According to reports, Aberdeen would become incorporated as a wholly foreign-owned enterprise (WFOE), whereby foreign parties can incorporate a limited liability company without the involvement of a Chinese mainland investor.
The deal, said to be part of a trade mission led by chancellor George Osborne and business secretary Sajid Javid, will see Aberdeen travel alongside other financial services organisations including Barclays, HSBC and Standard Life.
Aberdeen is expected to open an office in Shanghai, building on the group’s existing presence in the region. The proximity should give the fund manager closer access and allow easier research of companies listed on the mainland equity markets.
Writing in the Telegraph last week – prior to early reports, chief executive Martin Gilbert said the recent declines suffered by Chinese investors had “vindicated” Aberdeen’s long-held house views on the country, and those of head of Asian equities Hugh Young.
“We have been underweight in China for as long as I can remember, even though it sometimes in the short term affected our funds’ performance against their benchmarks.

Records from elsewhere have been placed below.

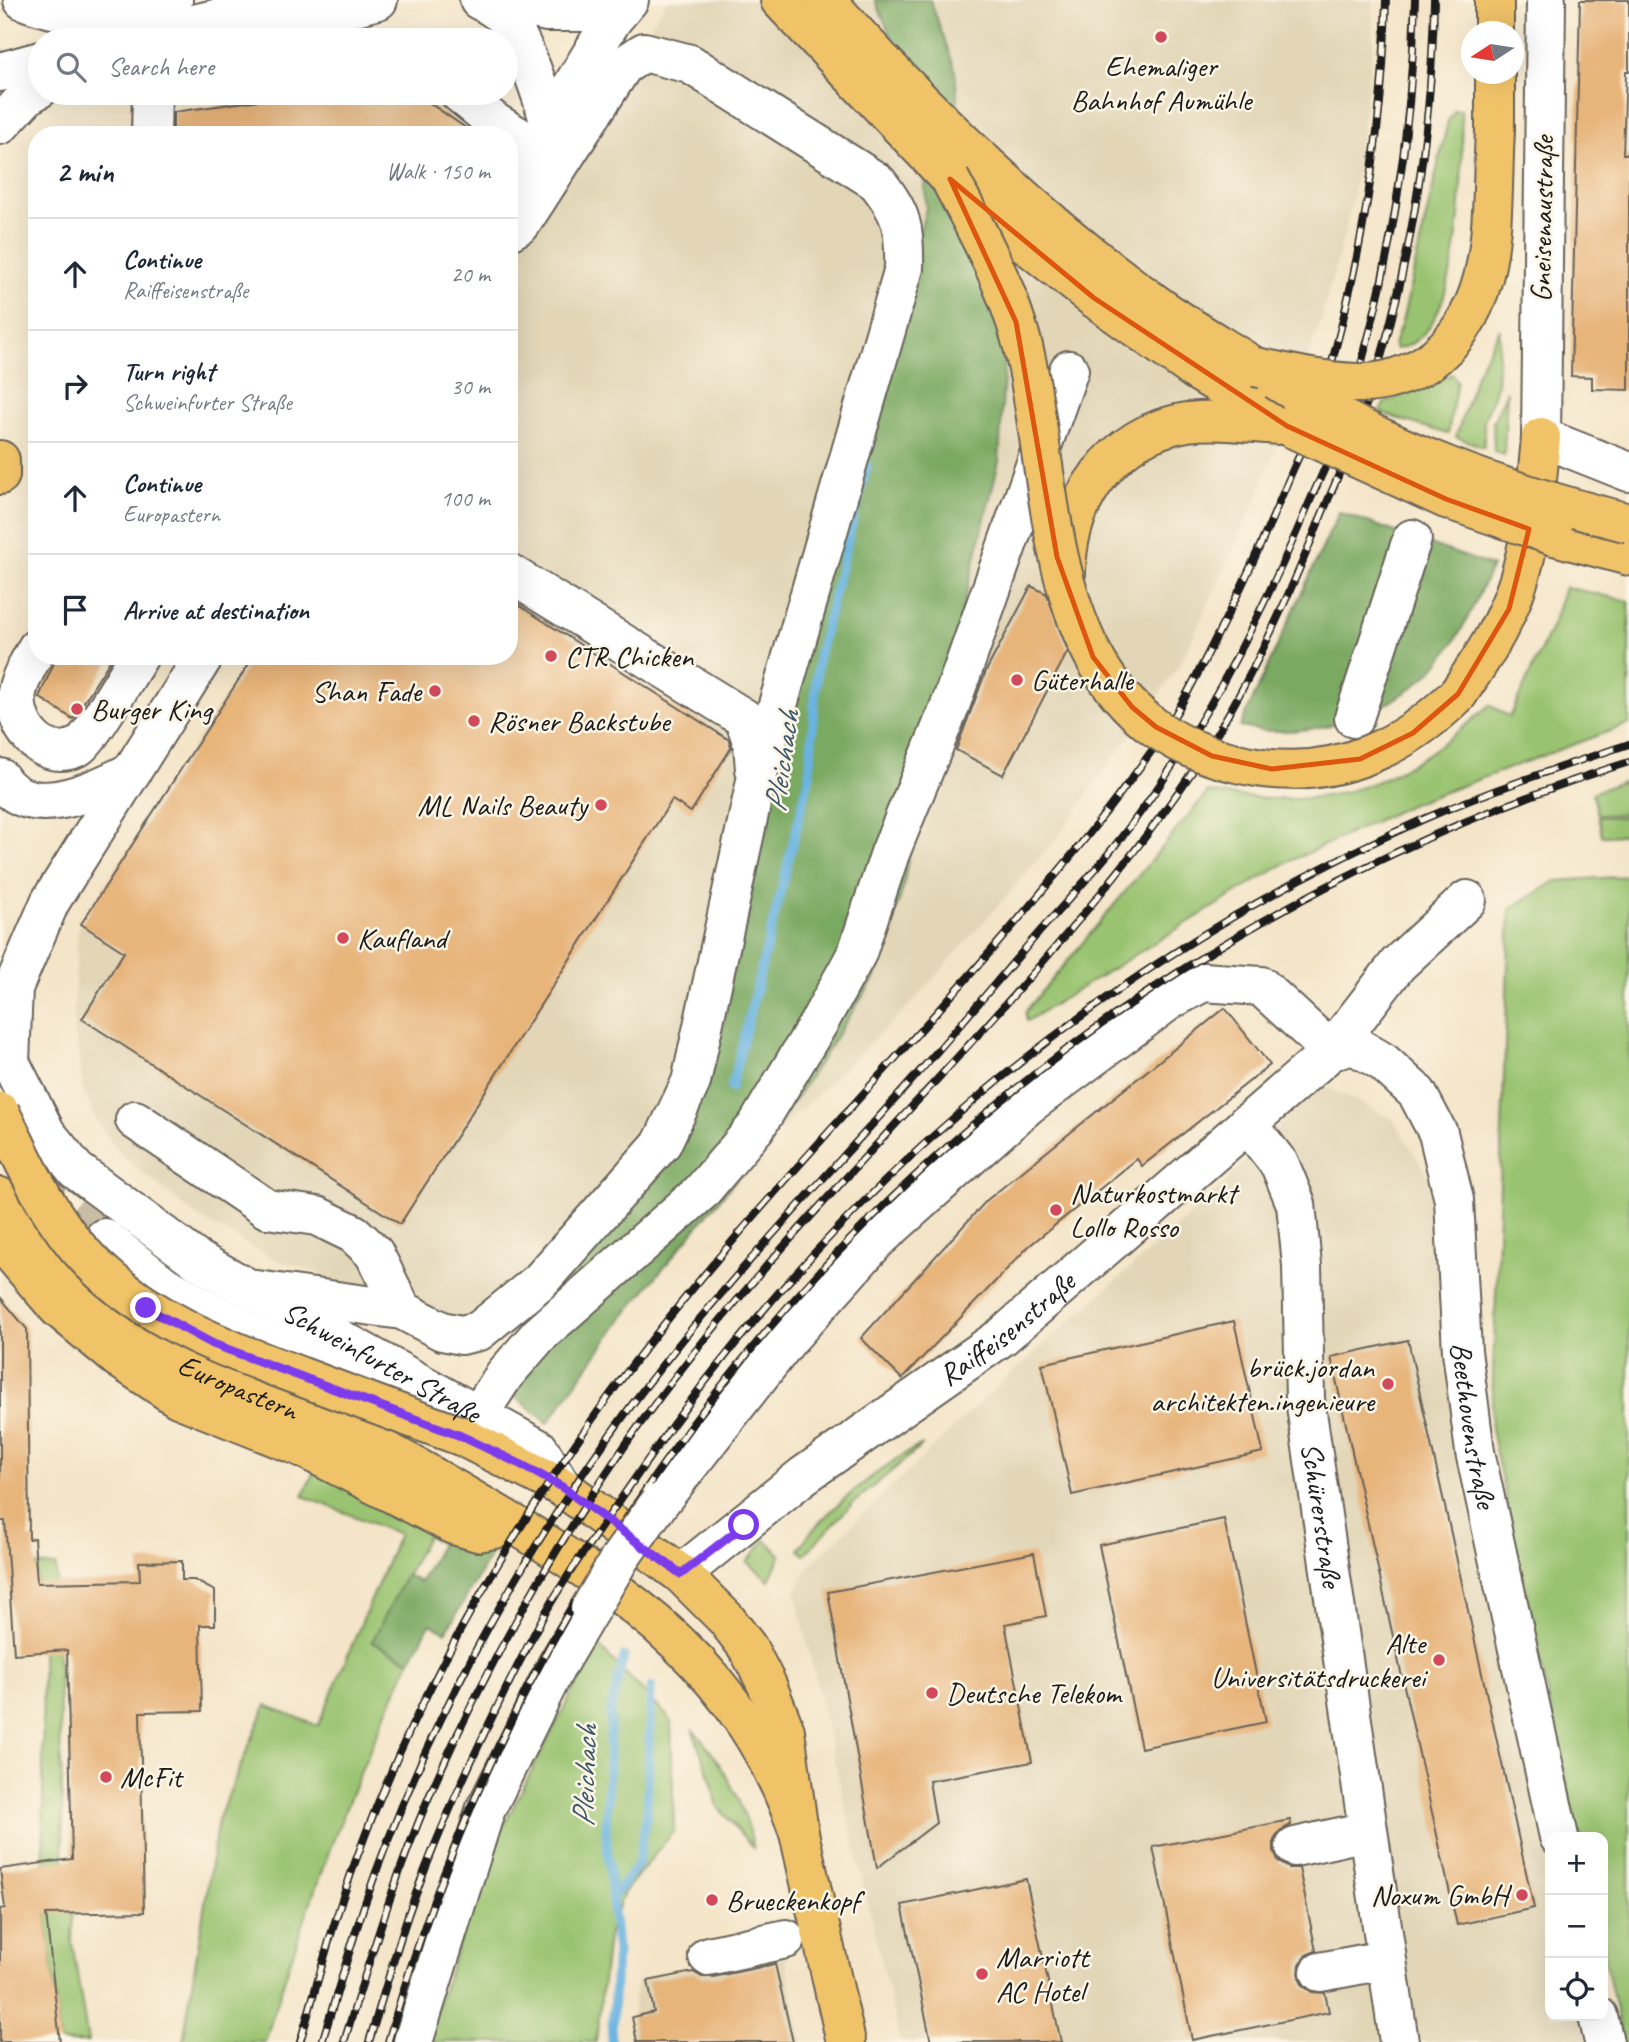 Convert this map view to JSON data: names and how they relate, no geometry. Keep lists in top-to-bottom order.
{
  "streets": {
    "main road": ["Europastern"],
    "street": [
      "Gneisenaustraße",
      "Raiffeisenstraße",
      "Schweinfurter Straße",
      "Beethovenstraße",
      "Schürerstraße"
    ]
  },
  "crossings": [
    ["Raiffeisenstraße", "Europastern"],
    ["Raiffeisenstraße", "Beethovenstraße"],
    ["Raiffeisenstraße", "Schürerstraße"],
    ["Schweinfurter Straße", "Europastern"]
  ],
  "water": ["Pleichach"],
  "places": [
    "Ehemaliger Bahnhof Aumühle",
    "CTR Chicken",
    "Güterhalle",
    "Shan Fade",
    "Burger King",
    "Rösner Backstube",
    "ML Nails Beauty",
    "Kaufland",
    "Naturkostmarkt Lollo Rosso",
    "brück.jordan architekten.ingenieure",
    "Alte Universitätsdruckerei",
    "Deutsche Telekom",
    "McFit",
    "Noxum GmbH",
    "Brueckenkopf",
    "Marriott AC Hotel"
  ],
  "north": "left",
  "page": {
    "search": "Search here",
    "heading": ["2 min", "Walk · 150 m"],
    "list": [
      ["Continue", "Raiffeisenstraße", "20 m"],
      ["Turn right", "Schweinfurter Straße", "30 m"],
      ["Continue", "Europastern", "100 m"],
      "Arrive at destination"
    ],
    "map_buttons": ["+", "−"]
  }
}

”He gives three main reasons: transparency, corporate governance and valuations, the latter often fuelled by “leverage and speculation rather than fundamentals”.
Largely attributed to the group’s emerging markets exposure, Aberdeen’s share price has tumbled since July.
At the time of writing (21 September) shares were valued at 324.30p.
Gilbert added in his Telegraph article: “So we have chosen to gain exposure to the Chinese economy through other routes, mainly by investing in Asian and international businesses with significant interests in China. And while none of them have been immune from the sell-off in emerging market equities, we feel our holdings are on far firmer foundations than others.
“I should stress at this point that Aberdeen is extremely positive about China in the medium to long-term. We believe its growth rate will continue to outstrip its Western counterparts and it will evolve from being essentially an offshore manufacturing centre into a truly modern economy.”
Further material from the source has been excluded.